Di dalamnya juga terdapat penjelasan atas berbagai jalur yang biasa dilayari para pelaut Sulawesi pada waktu itu. Ternyata mereka terbiasa berdagang ke seluruh pelosok Nusantara.  Tradisi pelayaran ini tergambar juga pada beberapa peta laut Bugis pada abad ke-18 dan ke-19 yang tetap mengikuti keterangan yang diuraikan dalam naskah pelayaran karangan Amanna Gappa I itu.

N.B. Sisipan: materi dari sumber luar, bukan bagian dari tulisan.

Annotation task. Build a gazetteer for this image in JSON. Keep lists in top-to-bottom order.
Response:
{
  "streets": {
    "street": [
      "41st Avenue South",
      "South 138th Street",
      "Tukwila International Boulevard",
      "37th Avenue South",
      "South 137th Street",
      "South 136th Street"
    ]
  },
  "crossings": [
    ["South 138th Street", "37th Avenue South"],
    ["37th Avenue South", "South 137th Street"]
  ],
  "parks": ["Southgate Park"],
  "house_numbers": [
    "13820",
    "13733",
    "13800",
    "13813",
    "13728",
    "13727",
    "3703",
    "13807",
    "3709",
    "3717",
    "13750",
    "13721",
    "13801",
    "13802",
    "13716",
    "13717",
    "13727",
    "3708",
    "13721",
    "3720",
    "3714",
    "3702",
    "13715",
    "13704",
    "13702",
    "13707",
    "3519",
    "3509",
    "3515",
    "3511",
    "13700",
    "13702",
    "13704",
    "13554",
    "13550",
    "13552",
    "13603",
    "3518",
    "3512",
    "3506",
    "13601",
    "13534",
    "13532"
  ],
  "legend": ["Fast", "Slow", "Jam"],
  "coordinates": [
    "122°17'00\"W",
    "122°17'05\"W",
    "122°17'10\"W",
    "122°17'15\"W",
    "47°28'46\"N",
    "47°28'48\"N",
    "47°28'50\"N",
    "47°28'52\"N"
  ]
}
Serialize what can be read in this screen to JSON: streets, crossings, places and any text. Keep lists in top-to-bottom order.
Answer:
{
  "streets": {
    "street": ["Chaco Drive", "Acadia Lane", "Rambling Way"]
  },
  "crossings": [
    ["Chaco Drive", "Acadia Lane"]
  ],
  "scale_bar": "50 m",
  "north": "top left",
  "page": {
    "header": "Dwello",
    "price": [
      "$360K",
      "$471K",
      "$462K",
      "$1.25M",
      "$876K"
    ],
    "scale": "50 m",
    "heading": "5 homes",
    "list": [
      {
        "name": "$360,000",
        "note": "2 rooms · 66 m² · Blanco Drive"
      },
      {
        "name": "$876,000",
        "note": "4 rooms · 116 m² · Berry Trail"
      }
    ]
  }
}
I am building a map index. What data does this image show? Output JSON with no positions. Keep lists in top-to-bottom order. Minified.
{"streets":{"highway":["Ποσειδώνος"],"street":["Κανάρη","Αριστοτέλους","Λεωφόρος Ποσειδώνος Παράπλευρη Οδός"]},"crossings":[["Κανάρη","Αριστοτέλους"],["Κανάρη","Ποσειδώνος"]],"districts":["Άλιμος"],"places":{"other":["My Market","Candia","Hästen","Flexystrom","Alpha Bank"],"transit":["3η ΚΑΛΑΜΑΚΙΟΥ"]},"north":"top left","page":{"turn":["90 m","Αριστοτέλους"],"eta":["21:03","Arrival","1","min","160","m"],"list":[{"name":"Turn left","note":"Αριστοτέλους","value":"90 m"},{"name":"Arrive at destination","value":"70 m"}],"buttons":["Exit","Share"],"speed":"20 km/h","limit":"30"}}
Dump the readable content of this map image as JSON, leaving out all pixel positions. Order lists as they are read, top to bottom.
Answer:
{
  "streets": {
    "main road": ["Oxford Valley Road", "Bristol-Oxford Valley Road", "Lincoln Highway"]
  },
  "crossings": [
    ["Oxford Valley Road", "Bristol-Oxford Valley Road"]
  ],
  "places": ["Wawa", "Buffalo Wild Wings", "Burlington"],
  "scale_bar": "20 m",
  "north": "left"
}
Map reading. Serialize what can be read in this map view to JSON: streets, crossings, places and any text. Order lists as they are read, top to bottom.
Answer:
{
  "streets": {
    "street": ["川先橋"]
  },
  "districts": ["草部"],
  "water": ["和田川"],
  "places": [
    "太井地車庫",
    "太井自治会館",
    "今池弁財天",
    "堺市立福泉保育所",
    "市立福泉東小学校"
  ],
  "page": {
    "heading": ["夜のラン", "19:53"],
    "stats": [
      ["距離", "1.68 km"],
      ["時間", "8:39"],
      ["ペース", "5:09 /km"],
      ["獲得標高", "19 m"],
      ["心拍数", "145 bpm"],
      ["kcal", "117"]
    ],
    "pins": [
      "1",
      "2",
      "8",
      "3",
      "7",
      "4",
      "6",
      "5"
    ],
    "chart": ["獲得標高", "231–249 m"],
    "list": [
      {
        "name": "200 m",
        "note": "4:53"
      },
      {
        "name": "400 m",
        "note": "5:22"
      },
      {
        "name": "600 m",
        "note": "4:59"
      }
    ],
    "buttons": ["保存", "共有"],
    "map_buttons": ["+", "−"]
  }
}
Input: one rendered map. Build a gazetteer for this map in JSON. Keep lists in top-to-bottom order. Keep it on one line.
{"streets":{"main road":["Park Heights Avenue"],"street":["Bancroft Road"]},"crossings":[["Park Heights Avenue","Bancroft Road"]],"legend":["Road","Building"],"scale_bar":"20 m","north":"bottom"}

Dalam terjemahan buku Stovorinus itu ke dalam Bahasa Inggris terdapat sebuah catatan kaki yang menyajikan berbagai informasi tambahan yang diambil dari pengamatan sebuah nahkoda inggris di Bengkulu

“Mereka membuat perahu-perahu paduakan mereka dengan sangat rapat, dengan menyambung papan-papannya dengan pasak kayu, sebagaimana yang dibuat oleh pembuat tong kayu pada bagian yang menjadi penutup, dan meletakkan kulit kayu asal sejenis pohon tertentu di antaranya, yang mengembang [bila kena air], dan berikutnya memasang gading-gadingnya kepada [papan itu …].  Di Eropa kita membangun [kapal] secara terbalik; kita mendirikan gading-gadingnya dahulu, dan setelahnya memasang papan-papannya kepadanya; yang terbesar tak pernah lebih besar daripada 50 ton [muatan]; mereka cenderung menggunakan model-model dan perlengkapan kuno dalam melengkapi perahu-perahu mereka. Bagian haluan perahu-perahu paduakan direndahkan atau dipotong sebuah sekat didirikan seberapa jarak ke arah buritan, untuk melindunginya terhadap air laut, dan bagian haluan itu sedemikian rendah bahwa ia sering berada di bawah permukaan laut.  [Perahu-perahu itu] memakai tiang tripod dengan layar bersegi yang menjulang tinggi; tiang tripod itu terbuat dari batangan bambu yang kuat; dua batang yang didirikan di sebelah kiri-kanannya, dan satu dari bagian haluan perahu, diikat di ujung atasnya; kedua batang di buritan dilubangi [… dan dipasang kepada kaki tiang] seperti pada sebuah engsel; bagian depannya dipasang ke haluan, seperti tali laberang, pada sebatang kayu, dengan pengunci; dengan membuka pengunci itu tiangnya dapat dibaringkan dalam sesaat.”

Penamaan Pinisi

Ada yang mengklaim bahwa istilah Pinisi berasal dari salah satu pelabuhan historis di Italia, tepatnya di kota Venesia. Tempat yang dikunjungi pelaut pada zaman terdahulu dimana mungkin jenis layar itu berasal. Ada yang menyebutkan bahwa salah seorang Raja Tallo telah menamai perahunya ‘Pinisi’ sejak awal abad ke-17. Adapun pun yang berpendapat bahwa perahu Pinisi sudah dipakai oleh para pahlawan Epos La Galigo guna mencari jodoh dan takdir. 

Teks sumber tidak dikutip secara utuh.